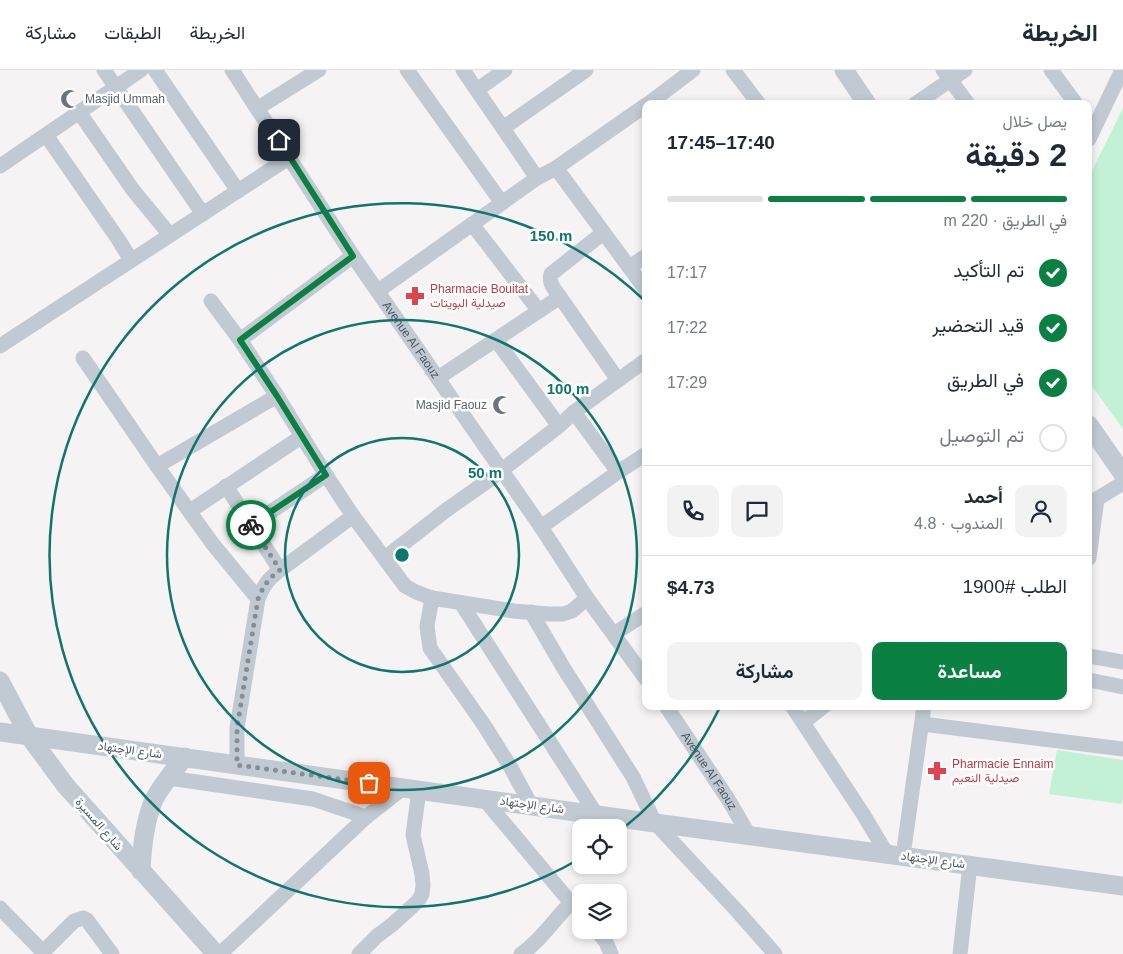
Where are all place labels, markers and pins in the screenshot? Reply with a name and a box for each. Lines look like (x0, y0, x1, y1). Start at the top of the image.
mosque icon: Masjid Ummah (59, 88, 81, 110)
place label: Masjid Ummah (85, 92, 165, 106)
pin (258, 119, 300, 161)
place label: Pharmacie Bouitat صيدلية البويتات (430, 282, 529, 311)
pharmacy icon: Pharmacie Bouitat صيدلية البويتات (404, 285, 426, 307)
mosque icon: Masjid Faouz (491, 394, 513, 416)
place label: Masjid Faouz (416, 398, 487, 412)
centre of rings (393, 546, 411, 564)
place label: Pharmacie Ennaim صيدلية النعيم (952, 757, 1053, 786)
pharmacy icon: Pharmacie Ennaim صيدلية النعيم (926, 760, 948, 782)
pin (348, 762, 390, 804)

========

What is needed: Make an exact copy of the listing. Leave its pictures out.

Exercise solution:
Where are all place labels, markers and pins in the screenshot? Reply with a name and a box for each. Lines look like (x0, y0, x1, y1). Start at the top of the image.
mosque icon: Masjid Ummah (59, 88, 81, 110)
place label: Masjid Ummah (85, 92, 165, 106)
pin (258, 119, 300, 161)
place label: Pharmacie Bouitat صيدلية البويتات (430, 282, 529, 311)
pharmacy icon: Pharmacie Bouitat صيدلية البويتات (404, 285, 426, 307)
mosque icon: Masjid Faouz (491, 394, 513, 416)
place label: Masjid Faouz (416, 398, 487, 412)
centre of rings (393, 546, 411, 564)
place label: Pharmacie Ennaim صيدلية النعيم (952, 757, 1053, 786)
pharmacy icon: Pharmacie Ennaim صيدلية النعيم (926, 760, 948, 782)
pin (348, 762, 390, 804)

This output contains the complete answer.